I got a load of chalk, felt-tip markers and paint from friends one Christmas in a thinly-veiled attempt to get me involved with their plan to vandalise the toilets at the local park. My downfall: Signing my name. Tell us your stories of anti-social behaviour.

Thanks to Bamboo Steamer for the suggestion

(, Thu 7 Oct 2010, 12:10)
Pages: Latest, 16, 15, 14, 13, 12, 11, ... 1

This question is now closed.

Grills...
Written on a bridge near to where I used to live from a bunch of different people:

"I hate grills"

"Don't you mean girls?"

"Whats wrong with grills anyway?"
(, Tue 12 Oct 2010, 16:08, 2 replies)
Brighton 2008
I just loved at the height of ANTI-BUSH-MANIA someone changed a piece of highly charged political thought
From
BUSH IS ANOTHER NAME FOR "C**T"
To
BUSH IS ANOTHER WORD FOR "SHRUB"
Simple, genius,wish I thought of that....
(, Tue 12 Oct 2010, 16:06, Reply)
Just asking for trouble...


I bet it gets re-kicked within an hour of being fixed. I mean, would YOU be able to resist it?

Or perhaps the company is just a shit.
(, Tue 12 Oct 2010, 15:49, Reply)
It's only R 'n Roll! But I like!
Seen in Milan last year (the picture's not the best but you get the idea)

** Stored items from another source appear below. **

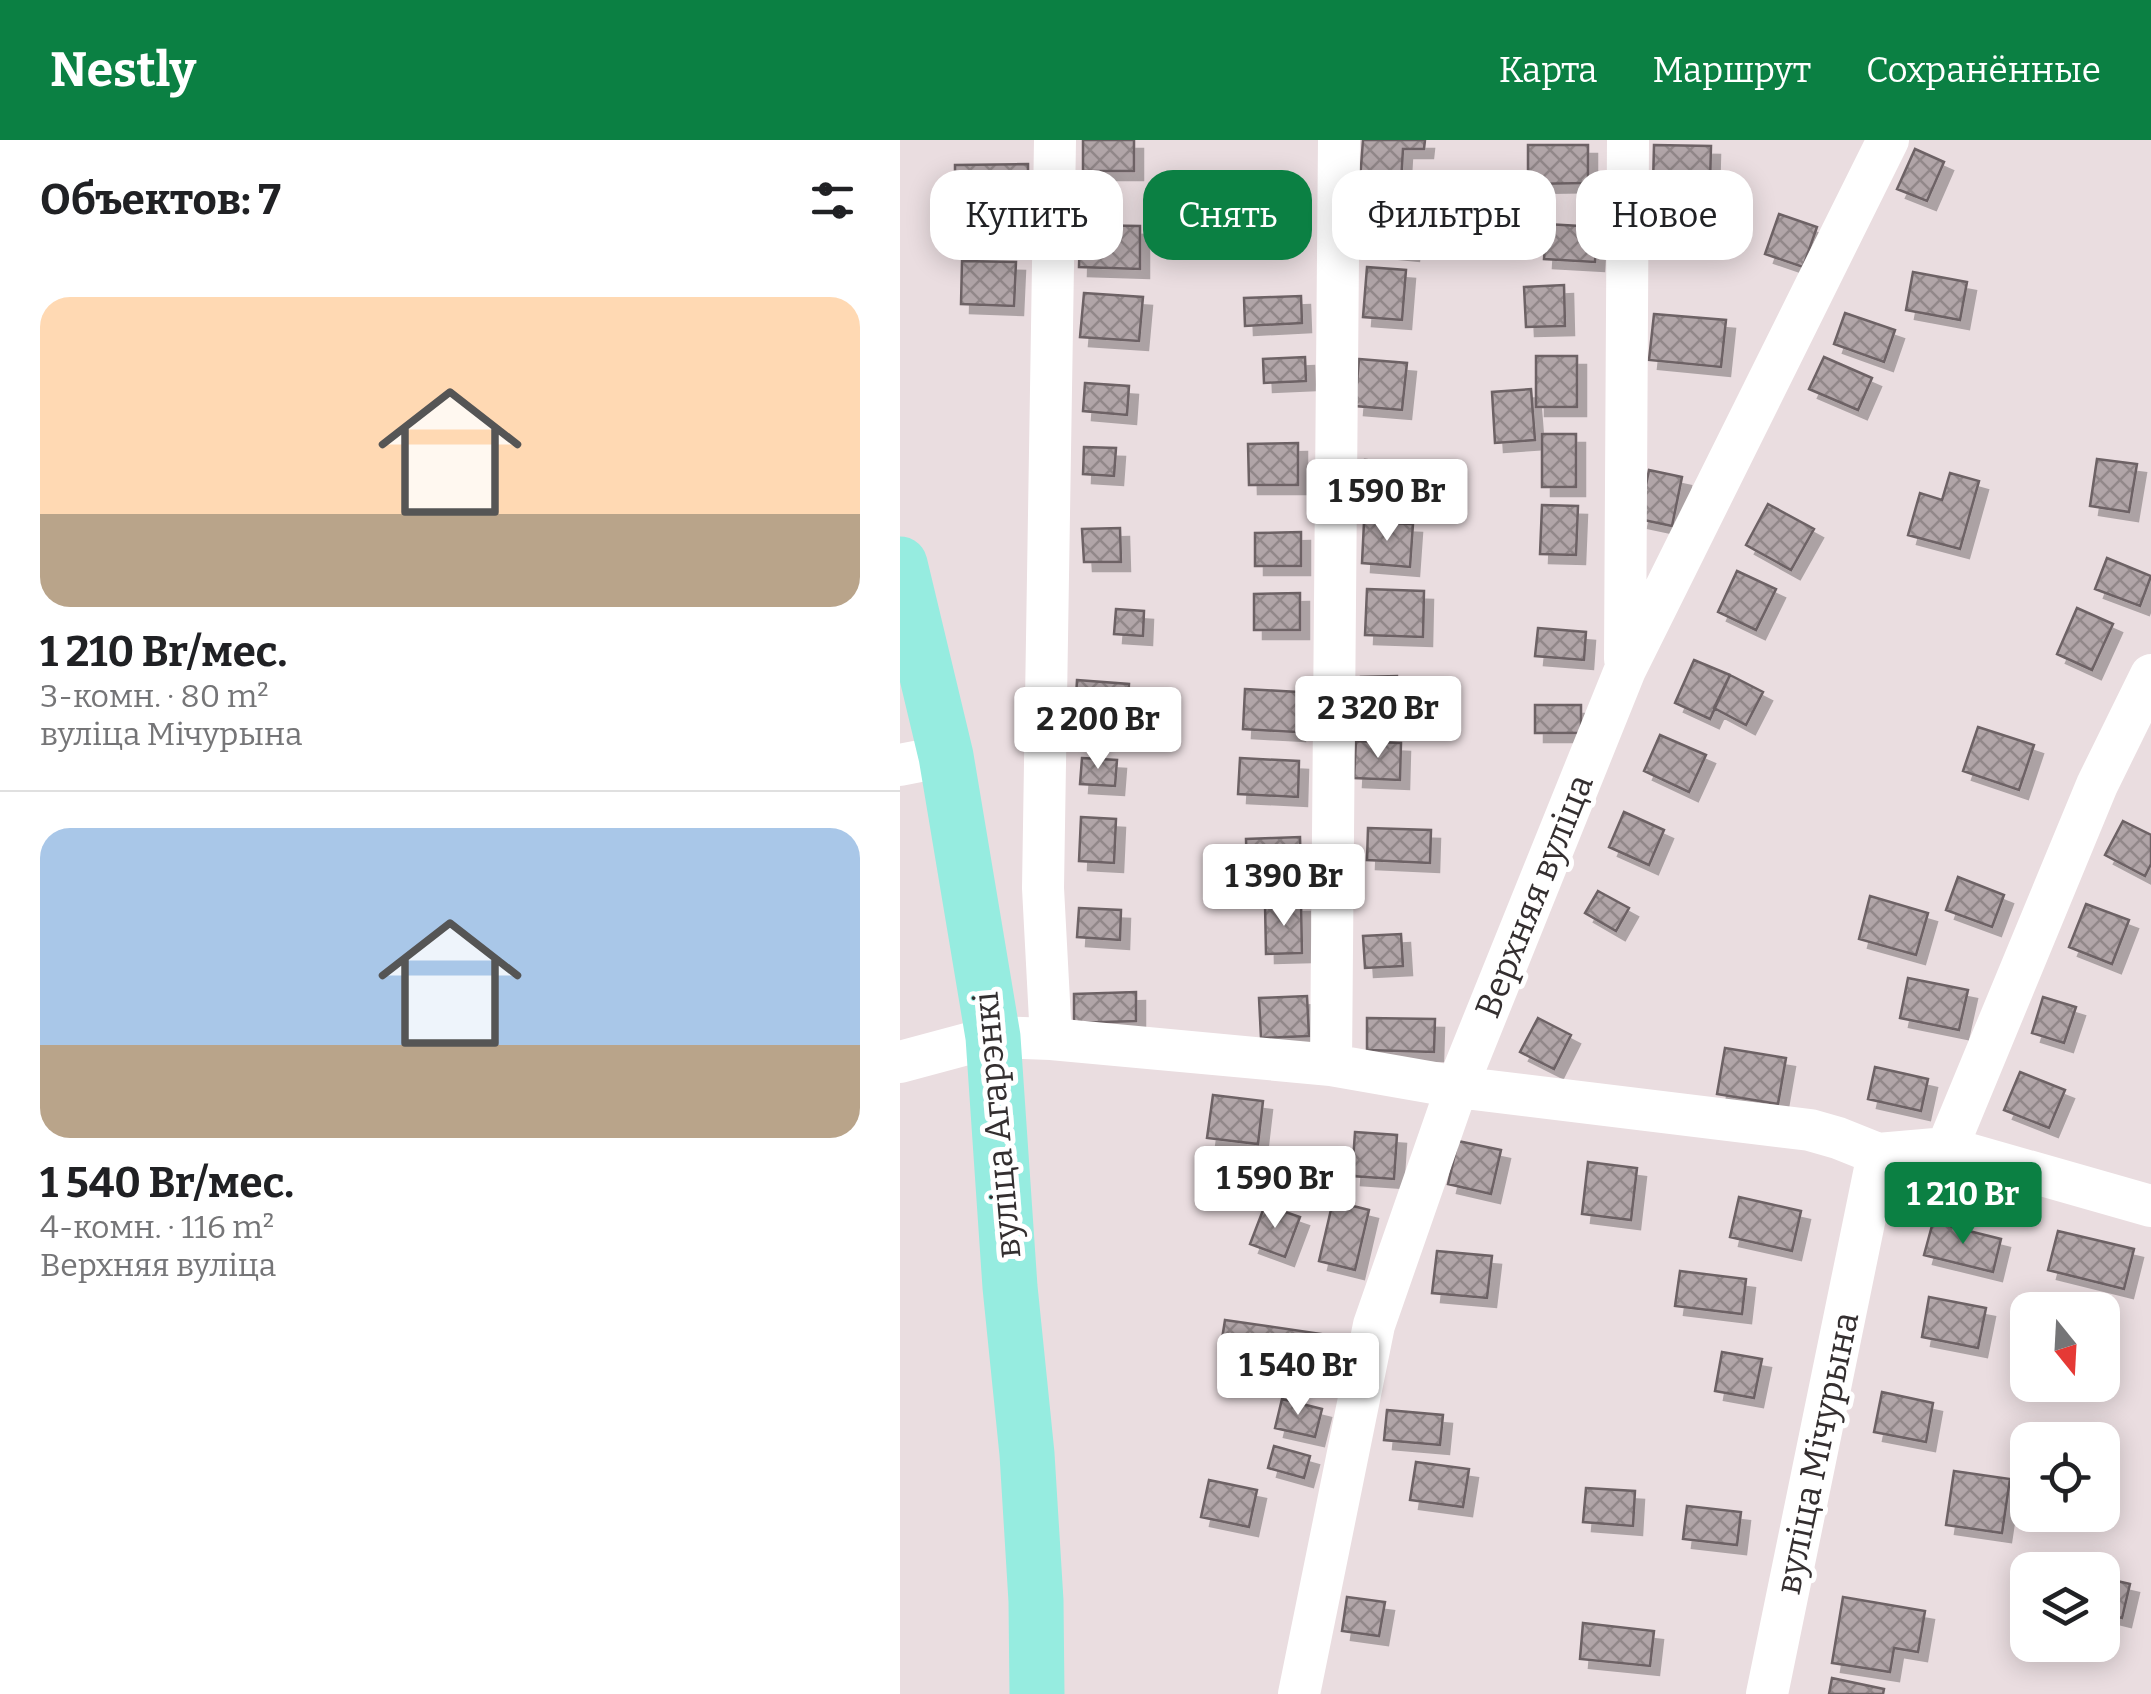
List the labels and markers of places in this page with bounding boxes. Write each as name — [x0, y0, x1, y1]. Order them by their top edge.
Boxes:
pin: 1 590 Br — [1284, 459, 1490, 544]
pin: 2 320 Br — [1275, 676, 1481, 761]
pin: 2 200 Br — [995, 687, 1201, 772]
pin: 1 390 Br — [1181, 844, 1387, 929]
pin: 1 590 Br — [1172, 1146, 1378, 1231]
pin: 1 210 Br — [1860, 1162, 2066, 1247]
pin: 1 540 Br — [1195, 1333, 1401, 1418]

It's only R'n Roll! But I like!

Despite the poor grammar and strange choice of abbreviation, the cheery, enthusiastic Borat-ness of it makes me smile.
(, Tue 12 Oct 2010, 15:36, 5 replies)
Back in the day...
I was at a london university... we were the second year of students to be in brand new halls. They were nice. However they were controlled by somewhat of an evil harridan of a bint, my contempt for this women I have only met twice since, a boss and another halls manager.

I digress, this foul woman had decided to make even the simplest task impossible, the turning point was when she claimed 300 quid off my girlfriend for a scorch mark on the inbuilt desk... a mark that was there when we arrived and was fully documented.

(I will also add that she tried to charge us 50 quid for the glass plate in the bottom of a super budget microwave, I am sure even then you could pick up a new one from Tesco for 20 quid)

So revenge was needed.

As is the architecture of modern halls, the walls were simply painted breeze blocks, with all cabling placed in white plastic trunking. If you're familiar with this set up you will know that the front face of this trunking comes away really easily.

So my leaving gift and I am sure it's still there to only be witnessed by various contractors. Was a lovely tirade telling all about the virtues of said hell bent maid.

I don't recall exactly what it was I said, but I know it went all around the kitchen and half way down the hall...

My secret rebellion.

I didn't put any prawns there, one of my few regrets.
(, Tue 12 Oct 2010, 14:28, 6 replies)
Soap
It was at a house party during my student years: the party was rocking, loads of people milling about, busy busy. Me and my partner in crime snatched a bar of Palmolive soap from the bathroom and had sidled our way up to the microwave in the kitchen. We opened it, popped the soap in, and set the timer to two minutes. Off we scooted, sniggering away.

I was convinced we would get away with it, even when the smell of cooked soap drifted rapidly through the room and caught us up, making me laugh so hard a little wee came out. An exodus started out of the kitchen as people were overcome by the stink. I waited in the hall trying not to laugh, but when the microwave "pinged" tears were streaming down my face.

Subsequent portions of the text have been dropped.